You can complete all data analysis using the Excel templates provided in the assignment data file. In choosing the technique to apply for a given question, keep the following in mind:
- Are we dealing with a numerical variable or categorical variable?
- Are we dealings with one sample, two samples or more than two samples situation?
- Are we dealing with independent samples or paired-samples situation?
- Each question must be answered using the most appropriate technique.
- For all hypothesis questions, please formulate your hypotheses, and state them in both notation and words clearly.
- Even though question(s) may lead you to inferential technique, consider conducting a descriptive analysis of the sample data first.
ATTENTION!
- When you have established that there is a difference between two means or proportions, we expect you to estimate and report the difference.
- When you have established that there is a difference between two or more means or proportions, we expect you to follow up with an appropriate multiple comparison procedure.
You may need to make certain assumptions about the dataset we are using to answer some questions. For other questions, there will be technical/statistical assumptions that you need to make; for example, whether to use an equal or an unequal variance test…etc. You need to consider and incorporate any violations of assumptions such as unequal sample sizes as limitations of your analysis in your report.
Note: Give the Excel file the following name A1_YourStudentID.xlsx (use a short file name while you are doing the analysis.
Guidelines for your Business Report
Once you have completed your data analysis, you need to summarise the key findings for each question and write a response to Edmond in a report format. Your business report consists of four sections: Introduction, Main Body, Conclusion, and Appendices. The report should be around 1,500 words.
Use proper headings (e.g. Q1, Q2 … or Q3.1, Q3.2…) and titles in the main body of the report. Use subheadings where necessary.
Keep the language plain and the explanations brief. That is, avoid the use of any unnecessary technical statistical jargon. Your reader may not necessarily understand even the simplest statistical term. Thus your task is to convert your analysis into plain, easily understandable expressions.
General instructions:
- You MUST report both descriptive and inferential analysis results. Otherwise, marks will be deducted.
- The report is to be written as a stand-alone document (assume Edmond will only read your written report).
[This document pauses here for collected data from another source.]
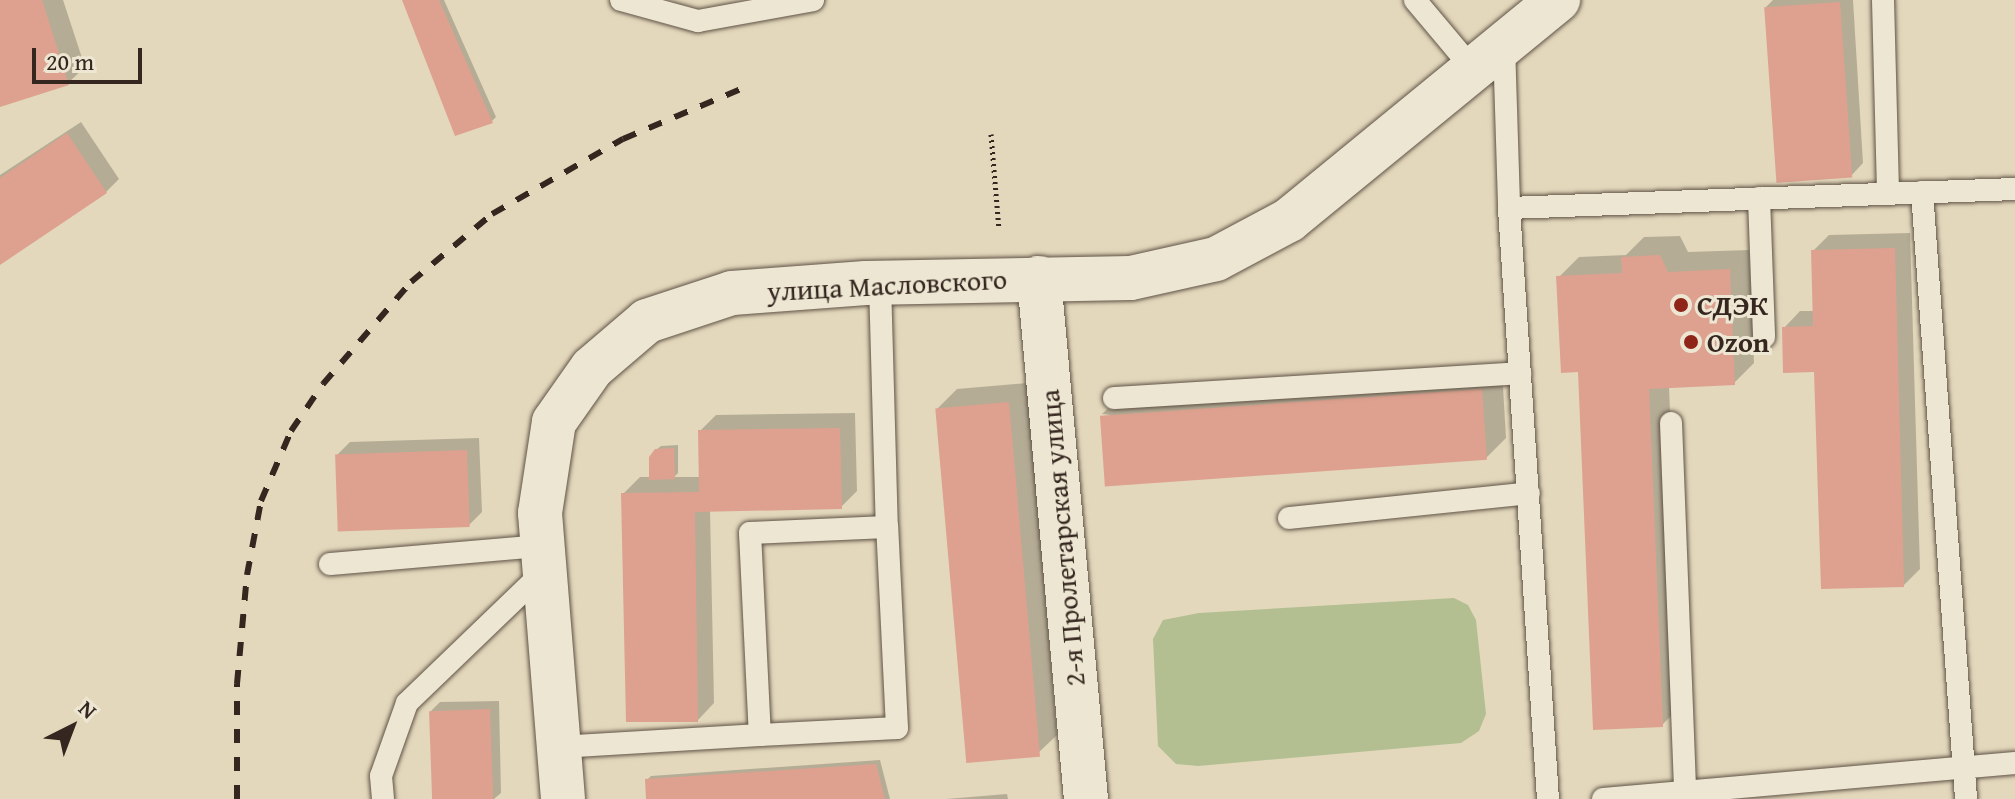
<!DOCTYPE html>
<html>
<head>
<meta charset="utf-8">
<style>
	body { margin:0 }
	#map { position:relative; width:2015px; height:799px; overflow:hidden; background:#e3d8bc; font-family:"Gentium Book Plus",serif }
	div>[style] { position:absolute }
	.green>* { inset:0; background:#b3bf91 }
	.shadow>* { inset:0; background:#0003 }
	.building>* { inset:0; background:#dea18f; transform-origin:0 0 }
	.path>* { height:5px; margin-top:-2.5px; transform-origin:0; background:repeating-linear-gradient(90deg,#35271f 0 2px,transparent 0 6px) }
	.roads { filter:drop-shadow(0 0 2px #605346) drop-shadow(0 0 2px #605346) }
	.lane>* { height:22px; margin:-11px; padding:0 11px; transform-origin:11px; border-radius:11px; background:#ede6d3 }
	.street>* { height:44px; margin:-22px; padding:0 22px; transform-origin:22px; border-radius:22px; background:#ede6d3 }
	.rail>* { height:6px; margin-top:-3px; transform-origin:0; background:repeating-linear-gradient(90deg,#35271f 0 14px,transparent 0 28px) }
	.dots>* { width:22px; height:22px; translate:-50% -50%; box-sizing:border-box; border:4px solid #ede6d3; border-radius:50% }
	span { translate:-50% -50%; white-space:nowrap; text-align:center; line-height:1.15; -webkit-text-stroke:6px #ede6d3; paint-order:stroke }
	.street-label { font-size:28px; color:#35271f }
	.poi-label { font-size:28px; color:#35271f; font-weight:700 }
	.left { translate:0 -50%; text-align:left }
	.north { position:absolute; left:32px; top:687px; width:80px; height:80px; -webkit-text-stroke:6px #ede6d3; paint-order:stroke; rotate:42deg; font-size:22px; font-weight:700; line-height:32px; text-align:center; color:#35271f }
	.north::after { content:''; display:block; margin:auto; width:28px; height:36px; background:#35271f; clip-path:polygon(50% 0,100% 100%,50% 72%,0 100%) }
	.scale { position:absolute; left:32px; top:48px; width:110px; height:36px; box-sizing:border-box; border:4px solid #35271f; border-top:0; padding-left:10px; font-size:24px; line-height:28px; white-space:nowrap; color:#35271f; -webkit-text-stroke:6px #ede6d3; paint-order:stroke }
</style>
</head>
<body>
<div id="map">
	<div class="green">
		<i style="clip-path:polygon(1454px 598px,1468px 605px,1476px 620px,1486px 714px,1479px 731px,1461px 743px,1198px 766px,1176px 764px,1158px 746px,1153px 639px,1163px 620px,1199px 613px)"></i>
	</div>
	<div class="shadow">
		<i style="clip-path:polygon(0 0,63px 0,85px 67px,68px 83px,0 105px)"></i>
		<i style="clip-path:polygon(404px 0,444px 0,496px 117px,492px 121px)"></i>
		<i style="clip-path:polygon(1773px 0,1853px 0,1863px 163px,1850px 177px,1766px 7px)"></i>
		<i style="clip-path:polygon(81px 122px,119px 179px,106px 192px,0 262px,0 175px)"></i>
		<i style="clip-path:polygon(1910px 233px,1920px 569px,1904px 585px,1816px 370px,1784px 328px,1800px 311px,1815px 311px,1813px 251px,1829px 235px)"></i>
		<i style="clip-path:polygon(1680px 236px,1688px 252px,1749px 250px,1754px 363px,1734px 383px,1669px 386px,1682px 705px,1662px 725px,1559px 277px,1579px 257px,1626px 255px,1644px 237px)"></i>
		<i style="clip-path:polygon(1502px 370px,1506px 438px,1486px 458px,1102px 414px,1123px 394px)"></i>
		<i style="clip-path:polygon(1028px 383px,1057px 735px,1036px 755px,937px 409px,957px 389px)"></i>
		<i style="clip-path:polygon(855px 413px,857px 491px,841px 507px,710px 509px,714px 703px,698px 720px,623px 494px,640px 477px,651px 477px,656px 450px,661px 446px,678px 445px,678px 473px,674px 477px,701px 477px,700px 431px,716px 415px)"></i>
		<i style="clip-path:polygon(479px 438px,482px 512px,469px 525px,337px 455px,350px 442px)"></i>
		<i style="clip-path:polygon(499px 701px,501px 793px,494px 799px,434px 799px,431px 711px,440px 702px)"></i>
		<i style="clip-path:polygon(880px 760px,890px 799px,648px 799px,647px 780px,651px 776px)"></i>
		<i style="clip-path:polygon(1007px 794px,1008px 799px,946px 799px)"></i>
	</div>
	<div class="building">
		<i style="clip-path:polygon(0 0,42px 0,69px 85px,0 107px)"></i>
		<i style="clip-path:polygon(402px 0,439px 0,493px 123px,455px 136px)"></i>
		<i style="left:1840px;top:2px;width:176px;height:76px;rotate:86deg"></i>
		<i style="clip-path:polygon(67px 133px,107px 193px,0 265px,0 178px)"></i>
		<i style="clip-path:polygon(1895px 248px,1904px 587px,1821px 589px,1814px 372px,1783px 373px,1782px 327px,1813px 326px,1811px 250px)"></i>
		<i style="clip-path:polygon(1660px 255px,1668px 272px,1730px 269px,1735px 385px,1649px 389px,1663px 727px,1593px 730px,1578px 372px,1561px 373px,1556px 276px,1622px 273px,1621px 257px)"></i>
		<i style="left:1482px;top:389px;width:71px;height:383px;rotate:86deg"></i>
		<i style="left:1009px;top:402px;width:356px;height:74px;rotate:85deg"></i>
		<i style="clip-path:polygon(840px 428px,842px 509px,695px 512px,698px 722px,626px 722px,621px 493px,699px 492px,698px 430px)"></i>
		<i style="clip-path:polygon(674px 448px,675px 479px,649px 480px,649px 457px,655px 449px)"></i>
		<i style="left:467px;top:450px;width:77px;height:132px;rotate:88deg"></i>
		<i style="left:490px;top:709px;width:90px;height:61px;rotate:88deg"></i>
		<i style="clip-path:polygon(876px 764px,885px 799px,646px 799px,645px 779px)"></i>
	</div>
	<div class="path">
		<i style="left:991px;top:134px;width:95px;rotate:85.2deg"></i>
	</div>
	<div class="roads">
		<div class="lane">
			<i style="left:621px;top:0;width:80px;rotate:15.3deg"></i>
			<i style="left:698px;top:21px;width:117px;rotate:-10.3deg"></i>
			<i style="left:1415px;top:0;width:89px;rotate:50deg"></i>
			<i style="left:1883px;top:0;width:194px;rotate:88.5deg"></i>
			<i style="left:1504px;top:45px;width:163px;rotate:88.2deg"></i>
			<i style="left:1922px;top:192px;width:609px;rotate:85.85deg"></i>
			<i style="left:1759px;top:198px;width:139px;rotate:87.9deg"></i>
			<i style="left:880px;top:283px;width:244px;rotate:88.4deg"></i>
			<i style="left:887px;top:527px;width:137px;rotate:177.5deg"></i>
			<i style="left:750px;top:533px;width:202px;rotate:87.2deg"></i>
			<i style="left:760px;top:735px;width:137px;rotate:-2.9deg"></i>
			<i style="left:897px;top:728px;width:201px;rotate:-92.8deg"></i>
			<i style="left:1114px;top:398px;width:407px;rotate:-3.5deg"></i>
			<i style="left:1671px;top:423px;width:367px;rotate:87.8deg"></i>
			<i style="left:1289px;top:518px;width:241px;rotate:-5.9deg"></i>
			<i style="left:330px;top:564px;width:213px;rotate:-4.9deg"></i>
			<i style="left:559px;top:747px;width:201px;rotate:-3.4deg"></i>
			<i style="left:383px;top:799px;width:23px;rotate:-95deg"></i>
			<i style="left:381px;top:776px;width:77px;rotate:-70.4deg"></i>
			<i style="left:407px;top:703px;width:190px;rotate:-43.9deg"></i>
			<i style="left:1548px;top:799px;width:592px;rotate:-93.78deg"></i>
			<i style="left:1509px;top:208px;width:506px;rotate:-2.15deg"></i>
			<i style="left:1603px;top:799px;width:414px;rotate:-5deg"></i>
		</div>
		<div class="street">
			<i style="left:1039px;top:278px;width:523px;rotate:84.85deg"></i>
			<i style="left:563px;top:799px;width:287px;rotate:-94.6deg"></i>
			<i style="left:540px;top:513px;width:92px;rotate:-81.3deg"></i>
			<i style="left:554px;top:422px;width:66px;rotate:-54.9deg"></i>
			<i style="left:592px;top:368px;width:72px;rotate:-40.5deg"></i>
			<i style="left:647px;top:321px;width:89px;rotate:-18.2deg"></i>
			<i style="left:732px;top:293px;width:134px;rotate:-4.3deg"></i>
			<i style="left:866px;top:283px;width:265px;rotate:-1.1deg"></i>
			<i style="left:1131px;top:278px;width:87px;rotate:-12.6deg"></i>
			<i style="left:1216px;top:259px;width:83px;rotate:-28.1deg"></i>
			<i style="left:1289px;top:220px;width:348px;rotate:-39.3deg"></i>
		</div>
	</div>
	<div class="rail">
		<i style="left:237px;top:799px;width:115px;rotate:-90deg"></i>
		<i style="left:237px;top:684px;width:109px;rotate:-84.8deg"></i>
		<i style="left:247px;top:575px;width:75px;rotate:-79.3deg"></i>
		<i style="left:261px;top:501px;width:76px;rotate:-66.8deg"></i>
		<i style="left:291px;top:431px;width:57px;rotate:-55.8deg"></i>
		<i style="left:323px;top:384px;width:135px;rotate:-49.2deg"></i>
		<i style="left:411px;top:282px;width:106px;rotate:-40deg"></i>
		<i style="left:492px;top:214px;width:151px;rotate:-29.8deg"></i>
		<i style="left:623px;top:139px;width:128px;rotate:-23deg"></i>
	</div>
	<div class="dots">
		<i style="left:1681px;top:305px;background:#8f2418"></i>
		<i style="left:1691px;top:342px;background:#8f2418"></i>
	</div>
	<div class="street-label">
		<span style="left:887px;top:285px;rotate:-3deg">улица Масловского</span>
		<span style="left:1062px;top:538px;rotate:-95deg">2-я Пролетарская улица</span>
	</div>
	<div class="poi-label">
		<span class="left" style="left:1697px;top:305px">СДЭК</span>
		<span class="left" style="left:1707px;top:342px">Ozon</span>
	</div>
	<div class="north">N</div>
	<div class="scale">20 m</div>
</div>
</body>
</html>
Thus, you should not have any direct references in the report to your analysis.
- Your report may include relevant excel outputs including templates, tables, charts, and graphs but ONLY as Appendices (appendices are not included in the word count).
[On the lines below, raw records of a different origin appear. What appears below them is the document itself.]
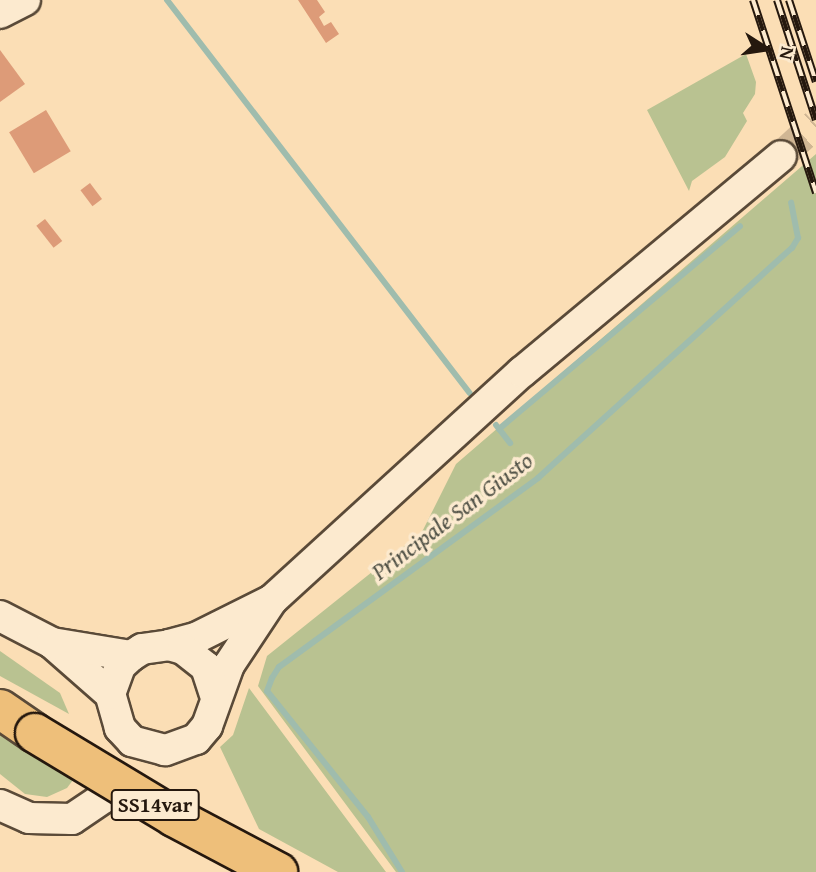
<!DOCTYPE html>
<html>
<head>
<meta charset="utf-8">
<style>
  body { margin:0 }
  #map { position:relative; width:816px; height:872px; overflow:hidden; background:#fbdeb5; font-family:"Gentium Book Plus",serif }
  div>[style] { position:absolute }
  .green>* { inset:0; background:#b9c291 }
  .stream>* { height:6px; margin:-3px; padding:0 3px; transform-origin:3px; border-radius:3px; background:#9fbcad }
  .building>* { inset:0; background:#dd9b78; transform-origin:0 0 }
  .minor-tunnel>* { height:30px; margin-top:-15px; transform-origin:0; background:repeating-linear-gradient(90deg,#d0b694 0 30px,transparent 0 45px) }
  .roads { filter:drop-shadow(2px 0 #5a4a38) drop-shadow(-2px 0 #5a4a38) drop-shadow(0 2px #5a4a38) drop-shadow(0 -2px #5a4a38) }
  .minor>* { height:30px; margin:-15px; padding:0 15px; transform-origin:15px; border-radius:15px; background:#fceacf }
  .highway>* { height:38px; margin:-19px; padding:0 19px; transform-origin:19px; border-radius:19px; background:#eebf7a }
  .rail>* { height:8px; margin-top:-4px; transform-origin:0; background:repeating-linear-gradient(90deg,#fceacf 0 16px,#25180e 0 32px); box-sizing:border-box; border-block:2px solid #25180e }
  .bridges { filter:drop-shadow(2px 0 #25180e) drop-shadow(-2px 0 #25180e) drop-shadow(0 2px #25180e) drop-shadow(0 -2px #25180e) }
  .highway-bridge>* { height:38px; margin:-19px; padding:0 19px; transform-origin:19px; border-radius:19px; background:#eebf7a }
  span { translate:-50% -50%; white-space:nowrap; text-align:center; line-height:1.15; -webkit-text-stroke:7px #fceacf; paint-order:stroke }
  .shield-label span { padding:2px 5px; background:#fceacf; border:2px solid; border-radius:5px; -webkit-text-stroke-width:0 }
  .shield-label { font-size:21px; color:#25180e; font-weight:700 }
  .water-label { font-size:24px; color:#505146; font-style:italic }
  .north { position:absolute; left:732px; top:14px; width:70px; height:70px; -webkit-text-stroke:5px #fceacf; paint-order:stroke; rotate:102deg; font-size:19px; font-weight:700; line-height:28px; text-align:center; color:#25180e }
  .north::after { content:''; display:block; margin:auto; width:24px; height:32px; background:#25180e; clip-path:polygon(50% 0,100% 100%,50% 72%,0 100%) }
</style>
</head>
<body>
<div id="map">
  <div class="green">
    <div style="clip-path:polygon(746px 54px,756px 82px,755px 94px,743px 113px,747px 121px,725px 157px,692px 181px,689px 191px,647px 110px)"></div>
    <div style="clip-path:polygon(816px 154px,816px 872px,396px 872px,258px 686px,267px 656px,422px 532px,456px 464px)"></div>
    <div style="clip-path:polygon(0 651px,60px 693px,69px 714px,0 676px)"></div>
    <div style="clip-path:polygon(249px 688px,386px 872px,338px 872px,259px 829px,220px 747px,233px 735px)"></div>
    <div style="clip-path:polygon(0 722px,79px 772px,67px 788px,47px 797px,25px 794px,0 774px)"></div>
  </div>
  <div class="stream">
    <div style="left:167px;top:0;width:496px;rotate:52.4deg"></div>
    <div style="left:496px;top:425px;width:23px;rotate:52deg"></div>
    <div style="left:499px;top:429px;width:315px;rotate:-40.1deg"></div>
    <div style="left:402px;top:872px;width:65px;rotate:-121.7deg"></div>
    <div style="left:368px;top:817px;width:161px;rotate:-128.7deg"></div>
    <div style="left:267px;top:691px;width:14px;rotate:-69deg"></div>
    <div style="left:272px;top:678px;width:13px;rotate:-58deg"></div>
    <div style="left:279px;top:667px;width:321px;rotate:-36.1deg"></div>
    <div style="left:538px;top:478px;width:343px;rotate:-42.2deg"></div>
    <div style="left:792px;top:248px;width:12px;rotate:-59deg"></div>
    <div style="left:798px;top:238px;width:36px;rotate:-101deg"></div>
  </div>
  <div class="building">
    <div style="clip-path:polygon(298px 0,317px 0,325px 12px,319px 17px,324px 26px,331px 22px,339px 34px,326px 43px)"></div>
    <div style="clip-path:polygon(0 50px,25px 84px,0 102px)"></div>
    <div style="left:46px;top:110px;width:48px;height:43px;rotate:59deg"></div>
    <div style="left:90px;top:183px;width:20px;height:12px;rotate:53deg"></div>
    <div style="left:45px;top:219px;width:28px;height:11px;rotate:52deg"></div>
  </div>
  <div class="minor-tunnel">
    <div style="left:781px;top:156px;width:47px;rotate:-42.4deg"></div>
  </div>
  <div class="roads">
    <div class="minor">
      <div style="left:0;top:13px;width:28px;rotate:-27deg"></div>
      <div style="left:272px;top:600px;width:338px;rotate:-42.4deg"></div>
      <div style="left:522px;top:372px;width:337px;rotate:-39.8deg"></div>
      <div style="left:0;top:616px;width:59px;rotate:27.4deg"></div>
      <div style="left:169px;top:645px;width:30px;rotate:-15deg"></div>
      <div style="left:198px;top:637px;width:83px;rotate:-26.6deg"></div>
      <div style="left:272px;top:600px;width:78px;rotate:123.5deg"></div>
      <div style="left:229px;top:665px;width:65px;rotate:109.8deg"></div>
      <div style="left:207px;top:726px;width:17px;rotate:130deg"></div>
      <div style="left:196px;top:739px;width:33px;rotate:160deg"></div>
      <div style="left:165px;top:750px;width:34px;rotate:-165deg"></div>
      <div style="left:132px;top:741px;width:18px;rotate:-133deg"></div>
      <div style="left:120px;top:728px;width:35px;rotate:-106deg"></div>
      <div style="left:110px;top:694px;width:30px;rotate:-70deg"></div>
      <div style="left:120px;top:666px;width:15px;rotate:-42deg"></div>
      <div style="left:131px;top:656px;width:13px;rotate:-32deg"></div>
      <div style="left:142px;top:649px;width:27px;rotate:-8deg"></div>
      <div style="left:169px;top:645px;width:15px;rotate:16deg"></div>
      <div style="left:183px;top:649px;width:29px;rotate:38deg"></div>
      <div style="left:206px;top:667px;width:28px;rotate:72deg"></div>
      <div style="left:110px;top:694px;width:77px;rotate:-138.7deg"></div>
      <div style="left:52px;top:643px;width:80px;rotate:9.3deg"></div>
      <div style="left:0;top:805px;width:32px;rotate:24deg"></div>
      <div style="left:29px;top:818px;width:43px;rotate:1.3deg"></div>
      <div style="left:72px;top:819px;width:40px;rotate:-34deg"></div>
      <div style="left:105px;top:797px;width:17px;rotate:-50deg"></div>
    </div>
    <div class="highway">
      <div style="left:0;top:709px;width:42px;rotate:34.4deg"></div>
    </div>
  </div>
  <div class="rail">
    <div style="left:753px;top:0;width:203px;rotate:71.9deg"></div>
    <div style="left:777px;top:0;width:126px;rotate:72deg"></div>
    <div style="left:789px;top:0;width:86px;rotate:71.8deg"></div>
  </div>
  <div class="bridges">
    <div class="highway-bridge">
      <div style="left:35px;top:733px;width:162px;rotate:31.1deg"></div>
      <div style="left:174px;top:817px;width:118px;rotate:27.9deg"></div>
    </div>
  </div>
  <div class="shield-label">
    <span style="left:155px;top:805px">SS14var</span>
  </div>
  <div class="water-label">
    <span style="left:452px;top:516px;rotate:-37deg">Principale San Giusto</span>
  </div>
  <div class="north">N</div>
</div>
</body>
</html>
- Make sure these outputs in the Appendix are visually appealing, have a consistent formatting style and proper titles (title, axes titles, etc.), and are numbered correctly.
- The introduction begins by highlighting the main purpose(s) of the analysis and concludes by explaining the structure of the report (i.e., subsequent sections). The conclusion should highlight the key findings of the analyses and explain the main limitations (if any).
- Marks will be deducted for the use of technical terms, irrelevant material, and poor presentation/organisation.
When you have completed the report, it is a useful exercise to leave it for a day, return to it and then re-read. Does it flow easily? Does it make sense? Can someone without prior knowledge follow your written conclusions? Often, on re-reading, you become aware that you have made some points clumsily, and you find that you can re-phrase them much more clearly.
Note: Give the report the following name A1_YourStudentID.docx or pdf.